A entrada de alunos menos favorecidos na Universidade tem virado notícia em diversas plataformas (Foto: Divulgação).
O ingresso de alunos menos favorecidos na Universidade tem virado notícia em diversas plataformas e dividido a opinião do público (Foto: Divulgação).

A divulgação de aprovados em universidades do Brasil inteiro, em função do resultado do Sistema de Seleção Unificada do Ministério da Educação (Sisu/MEC), no início deste primeiro semestre letivo, provocou uma onda de noticiários que enfatizaram especialmente a conquista de alguns estudantes ao adentrar no Ensino Superior. Jornais, revistas e sites de todo o país fizeram manchetes com a filha da doméstica que deu um novo rumo à história da família pobre, a travesti que conseguiu sua vaga na Universidade e o catador de lixo que, finalmente, pode começar seu plano de ser “alguém na vida”. A posição dos veículos de comunicação dividiu opiniões.
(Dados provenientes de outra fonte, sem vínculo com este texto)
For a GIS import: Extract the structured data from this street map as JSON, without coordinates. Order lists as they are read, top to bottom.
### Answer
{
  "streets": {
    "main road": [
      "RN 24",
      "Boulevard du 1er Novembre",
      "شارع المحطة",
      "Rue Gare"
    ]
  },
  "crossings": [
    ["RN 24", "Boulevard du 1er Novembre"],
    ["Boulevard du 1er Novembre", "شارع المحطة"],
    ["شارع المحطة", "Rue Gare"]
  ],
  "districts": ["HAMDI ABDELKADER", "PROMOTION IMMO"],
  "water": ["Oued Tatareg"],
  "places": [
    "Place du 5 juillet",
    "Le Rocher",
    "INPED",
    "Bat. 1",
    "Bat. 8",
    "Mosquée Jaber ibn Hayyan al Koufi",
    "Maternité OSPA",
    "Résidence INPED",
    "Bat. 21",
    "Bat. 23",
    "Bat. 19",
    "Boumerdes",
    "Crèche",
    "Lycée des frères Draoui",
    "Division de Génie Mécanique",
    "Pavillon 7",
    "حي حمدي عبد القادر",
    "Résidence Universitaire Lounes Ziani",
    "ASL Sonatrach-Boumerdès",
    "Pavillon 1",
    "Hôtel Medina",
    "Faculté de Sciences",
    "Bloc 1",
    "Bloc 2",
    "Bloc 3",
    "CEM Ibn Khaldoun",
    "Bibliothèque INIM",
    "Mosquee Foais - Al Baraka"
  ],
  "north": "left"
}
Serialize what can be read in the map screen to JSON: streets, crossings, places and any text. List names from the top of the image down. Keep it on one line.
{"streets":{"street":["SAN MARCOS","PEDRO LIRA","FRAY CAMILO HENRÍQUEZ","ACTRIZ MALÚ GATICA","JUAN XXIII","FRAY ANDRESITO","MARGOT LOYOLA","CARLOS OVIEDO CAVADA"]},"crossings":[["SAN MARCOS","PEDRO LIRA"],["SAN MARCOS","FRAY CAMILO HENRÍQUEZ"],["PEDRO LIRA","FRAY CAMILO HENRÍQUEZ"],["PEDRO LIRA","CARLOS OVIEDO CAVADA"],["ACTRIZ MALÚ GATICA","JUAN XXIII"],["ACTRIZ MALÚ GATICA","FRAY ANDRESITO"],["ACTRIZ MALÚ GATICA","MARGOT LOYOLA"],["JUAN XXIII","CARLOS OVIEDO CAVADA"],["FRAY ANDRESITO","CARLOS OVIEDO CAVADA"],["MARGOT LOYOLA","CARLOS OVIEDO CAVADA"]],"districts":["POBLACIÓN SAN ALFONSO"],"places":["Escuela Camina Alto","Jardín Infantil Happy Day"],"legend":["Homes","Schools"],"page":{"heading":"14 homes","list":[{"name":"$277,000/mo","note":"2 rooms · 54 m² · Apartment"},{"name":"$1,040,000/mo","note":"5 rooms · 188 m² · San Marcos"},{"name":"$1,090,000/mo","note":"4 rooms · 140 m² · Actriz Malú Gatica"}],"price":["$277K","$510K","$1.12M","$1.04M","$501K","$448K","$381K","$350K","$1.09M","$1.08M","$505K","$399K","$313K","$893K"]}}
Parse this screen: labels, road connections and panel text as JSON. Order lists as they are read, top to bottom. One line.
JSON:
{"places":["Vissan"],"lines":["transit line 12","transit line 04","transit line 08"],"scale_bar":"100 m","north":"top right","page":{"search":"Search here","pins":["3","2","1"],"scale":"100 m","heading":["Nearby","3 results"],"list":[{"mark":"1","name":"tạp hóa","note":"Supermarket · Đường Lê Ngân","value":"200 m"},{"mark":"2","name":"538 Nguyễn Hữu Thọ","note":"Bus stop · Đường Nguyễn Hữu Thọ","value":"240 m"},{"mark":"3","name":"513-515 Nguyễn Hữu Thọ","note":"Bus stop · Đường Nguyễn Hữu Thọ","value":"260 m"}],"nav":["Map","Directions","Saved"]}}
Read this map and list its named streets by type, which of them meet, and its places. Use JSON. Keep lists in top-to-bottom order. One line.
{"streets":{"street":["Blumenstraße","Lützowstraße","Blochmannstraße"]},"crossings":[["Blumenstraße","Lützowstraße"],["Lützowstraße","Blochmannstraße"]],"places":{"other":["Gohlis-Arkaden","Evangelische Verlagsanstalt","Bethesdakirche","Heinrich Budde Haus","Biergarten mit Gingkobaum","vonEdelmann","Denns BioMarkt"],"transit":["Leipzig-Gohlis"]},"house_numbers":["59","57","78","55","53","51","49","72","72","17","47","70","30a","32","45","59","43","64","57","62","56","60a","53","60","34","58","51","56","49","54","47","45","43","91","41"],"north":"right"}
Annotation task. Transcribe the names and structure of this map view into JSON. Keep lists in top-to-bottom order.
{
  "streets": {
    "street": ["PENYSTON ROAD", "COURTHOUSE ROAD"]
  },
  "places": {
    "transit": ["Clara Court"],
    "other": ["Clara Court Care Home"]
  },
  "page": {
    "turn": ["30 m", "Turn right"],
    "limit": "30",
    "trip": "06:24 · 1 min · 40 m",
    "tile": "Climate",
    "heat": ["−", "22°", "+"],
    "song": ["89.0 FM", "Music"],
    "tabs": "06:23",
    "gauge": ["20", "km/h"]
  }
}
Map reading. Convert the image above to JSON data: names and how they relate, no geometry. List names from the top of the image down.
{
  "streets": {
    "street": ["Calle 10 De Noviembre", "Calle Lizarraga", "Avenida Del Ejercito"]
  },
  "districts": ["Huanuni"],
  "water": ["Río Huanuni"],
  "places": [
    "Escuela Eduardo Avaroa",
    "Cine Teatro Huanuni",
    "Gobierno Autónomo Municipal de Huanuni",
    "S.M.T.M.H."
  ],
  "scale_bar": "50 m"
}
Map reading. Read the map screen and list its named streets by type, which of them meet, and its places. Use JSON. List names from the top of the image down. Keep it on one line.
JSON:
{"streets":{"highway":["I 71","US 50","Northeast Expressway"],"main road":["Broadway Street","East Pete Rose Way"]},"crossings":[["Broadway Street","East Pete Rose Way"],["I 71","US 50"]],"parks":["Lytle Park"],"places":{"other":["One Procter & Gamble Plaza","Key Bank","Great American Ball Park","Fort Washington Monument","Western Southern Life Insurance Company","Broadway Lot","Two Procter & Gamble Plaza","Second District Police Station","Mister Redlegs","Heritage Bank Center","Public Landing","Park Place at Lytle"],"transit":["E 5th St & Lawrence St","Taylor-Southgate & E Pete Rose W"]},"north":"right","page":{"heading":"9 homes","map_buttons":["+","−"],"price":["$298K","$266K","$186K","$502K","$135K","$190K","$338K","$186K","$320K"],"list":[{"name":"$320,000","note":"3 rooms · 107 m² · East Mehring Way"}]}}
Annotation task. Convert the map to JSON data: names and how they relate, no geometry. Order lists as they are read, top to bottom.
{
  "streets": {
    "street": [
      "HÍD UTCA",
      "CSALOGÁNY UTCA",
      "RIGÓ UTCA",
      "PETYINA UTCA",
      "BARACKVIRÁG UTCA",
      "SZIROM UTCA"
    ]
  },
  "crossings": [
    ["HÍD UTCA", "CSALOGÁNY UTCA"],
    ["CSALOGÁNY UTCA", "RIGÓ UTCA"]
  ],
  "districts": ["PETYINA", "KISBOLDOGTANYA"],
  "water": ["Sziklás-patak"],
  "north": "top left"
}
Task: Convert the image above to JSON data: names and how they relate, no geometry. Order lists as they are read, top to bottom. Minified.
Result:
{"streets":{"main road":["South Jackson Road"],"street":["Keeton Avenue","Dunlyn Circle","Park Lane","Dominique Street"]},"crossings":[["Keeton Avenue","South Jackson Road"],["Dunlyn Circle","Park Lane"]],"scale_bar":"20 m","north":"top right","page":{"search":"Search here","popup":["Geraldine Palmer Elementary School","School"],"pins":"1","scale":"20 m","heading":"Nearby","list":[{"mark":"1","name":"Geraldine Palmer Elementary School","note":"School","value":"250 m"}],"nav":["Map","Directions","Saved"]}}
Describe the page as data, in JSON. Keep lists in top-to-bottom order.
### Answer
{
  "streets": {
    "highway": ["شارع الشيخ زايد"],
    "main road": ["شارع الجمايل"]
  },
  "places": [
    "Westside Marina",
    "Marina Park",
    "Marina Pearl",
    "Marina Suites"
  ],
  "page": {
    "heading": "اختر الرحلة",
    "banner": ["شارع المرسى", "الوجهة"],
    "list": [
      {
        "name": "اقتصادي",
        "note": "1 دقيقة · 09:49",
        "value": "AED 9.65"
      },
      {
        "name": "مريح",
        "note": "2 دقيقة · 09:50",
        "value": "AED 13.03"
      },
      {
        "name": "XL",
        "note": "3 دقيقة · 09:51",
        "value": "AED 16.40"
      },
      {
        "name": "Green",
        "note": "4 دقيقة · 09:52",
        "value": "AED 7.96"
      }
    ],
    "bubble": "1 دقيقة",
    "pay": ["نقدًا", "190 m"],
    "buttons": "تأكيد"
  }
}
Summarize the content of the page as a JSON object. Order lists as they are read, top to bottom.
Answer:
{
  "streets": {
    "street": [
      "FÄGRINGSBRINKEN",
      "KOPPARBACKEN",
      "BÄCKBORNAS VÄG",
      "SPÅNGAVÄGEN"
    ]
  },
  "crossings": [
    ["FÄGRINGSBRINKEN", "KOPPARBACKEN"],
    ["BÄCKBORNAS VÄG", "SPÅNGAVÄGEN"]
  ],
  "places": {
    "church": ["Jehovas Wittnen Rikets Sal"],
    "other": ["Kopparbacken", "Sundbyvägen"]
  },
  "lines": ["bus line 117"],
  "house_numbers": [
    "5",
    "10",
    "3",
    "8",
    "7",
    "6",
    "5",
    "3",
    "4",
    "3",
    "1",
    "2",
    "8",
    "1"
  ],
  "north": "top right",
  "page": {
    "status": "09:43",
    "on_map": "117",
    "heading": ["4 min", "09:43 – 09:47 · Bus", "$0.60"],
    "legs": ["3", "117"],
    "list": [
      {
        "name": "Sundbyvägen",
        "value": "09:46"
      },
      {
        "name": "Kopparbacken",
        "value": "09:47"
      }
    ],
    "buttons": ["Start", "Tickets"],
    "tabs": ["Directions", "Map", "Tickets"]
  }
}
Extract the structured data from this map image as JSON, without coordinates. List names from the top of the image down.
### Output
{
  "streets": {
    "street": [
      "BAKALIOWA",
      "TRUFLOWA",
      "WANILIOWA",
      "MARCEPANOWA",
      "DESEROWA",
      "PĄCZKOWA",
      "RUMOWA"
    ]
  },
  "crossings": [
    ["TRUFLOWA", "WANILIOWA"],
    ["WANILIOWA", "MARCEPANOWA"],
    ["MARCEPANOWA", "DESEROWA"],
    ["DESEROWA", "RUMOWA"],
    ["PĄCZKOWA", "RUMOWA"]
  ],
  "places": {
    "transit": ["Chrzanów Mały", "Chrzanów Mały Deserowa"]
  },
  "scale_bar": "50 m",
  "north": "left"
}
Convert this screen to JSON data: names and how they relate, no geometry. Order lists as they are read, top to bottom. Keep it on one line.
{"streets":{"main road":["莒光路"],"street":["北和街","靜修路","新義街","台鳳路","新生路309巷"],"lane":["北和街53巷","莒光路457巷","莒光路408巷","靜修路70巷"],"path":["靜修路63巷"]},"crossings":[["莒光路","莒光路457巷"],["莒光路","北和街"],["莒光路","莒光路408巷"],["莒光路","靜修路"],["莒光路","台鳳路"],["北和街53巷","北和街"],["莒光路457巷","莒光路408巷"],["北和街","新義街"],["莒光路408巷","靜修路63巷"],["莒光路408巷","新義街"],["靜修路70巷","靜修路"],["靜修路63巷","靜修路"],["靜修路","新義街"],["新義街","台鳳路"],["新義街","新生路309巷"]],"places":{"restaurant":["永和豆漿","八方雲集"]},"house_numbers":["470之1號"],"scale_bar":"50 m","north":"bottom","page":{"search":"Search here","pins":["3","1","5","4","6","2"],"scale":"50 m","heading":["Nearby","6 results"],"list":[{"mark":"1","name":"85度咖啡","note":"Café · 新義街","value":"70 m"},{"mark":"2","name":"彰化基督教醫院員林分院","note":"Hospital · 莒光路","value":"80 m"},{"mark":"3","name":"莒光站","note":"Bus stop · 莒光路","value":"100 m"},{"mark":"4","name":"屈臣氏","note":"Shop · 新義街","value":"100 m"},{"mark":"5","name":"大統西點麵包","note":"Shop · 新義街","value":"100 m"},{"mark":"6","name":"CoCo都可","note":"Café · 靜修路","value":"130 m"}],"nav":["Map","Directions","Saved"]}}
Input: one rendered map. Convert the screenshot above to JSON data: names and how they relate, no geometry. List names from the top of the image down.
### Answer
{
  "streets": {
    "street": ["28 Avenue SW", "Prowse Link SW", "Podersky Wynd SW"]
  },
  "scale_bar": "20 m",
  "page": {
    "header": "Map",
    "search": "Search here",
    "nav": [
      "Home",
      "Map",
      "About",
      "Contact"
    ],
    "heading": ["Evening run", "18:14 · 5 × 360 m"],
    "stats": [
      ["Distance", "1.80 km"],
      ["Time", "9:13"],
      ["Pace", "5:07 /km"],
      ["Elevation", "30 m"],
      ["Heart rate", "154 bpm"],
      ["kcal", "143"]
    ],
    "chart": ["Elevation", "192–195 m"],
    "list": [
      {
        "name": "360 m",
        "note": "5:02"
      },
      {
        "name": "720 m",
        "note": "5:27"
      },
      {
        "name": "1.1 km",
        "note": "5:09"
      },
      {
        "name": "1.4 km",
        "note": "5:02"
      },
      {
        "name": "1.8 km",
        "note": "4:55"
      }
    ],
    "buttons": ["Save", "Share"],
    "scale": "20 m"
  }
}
Enquanto parte do público apoiou a iniciativa e considerou essa uma forma justa de valorizar o feito de pessoas que se esforçaram tanto a ponto de romper com uma condição, a princípio, de desvantagem, outra parcela entendeu que noticiar tais acontecimentos reforça, ainda mais, o preconceito.

O publicitário Diego Lucas Barbosa, 26, faz parte do primeiro grupo. Para ele, esse tipo de notícia não agrega informações suficientes para formar uma opinião concreta em quem ainda não tem posicionamento formado sobre o assunto. “[A matéria] pode reforçar os pensamentos que os leitores já possuem. Se são contra, pode aumentar o preconceito. Se são a favor, fará ter orgulho da situação”, pontuou. “Aos indecisos, creio que elas deem um ‘empurrão’ para que se construa sua posição pessoal”. Já a auxiliar de Educação Infantil e acadêmica de Pedagogia Eloísa Santos, 43, disse enxergar nisso tudo um “preconceito camuflado”. “O QI [quociente de inteligência] de uma pessoa não está relacionado a cor, classe social ou sexo”, disse.

Começo de vitória

Transexual passou em universidade pública e virou notícia (Foto: Facebook).
Transexual passou em universidade pública e virou notícia (Foto: Facebook).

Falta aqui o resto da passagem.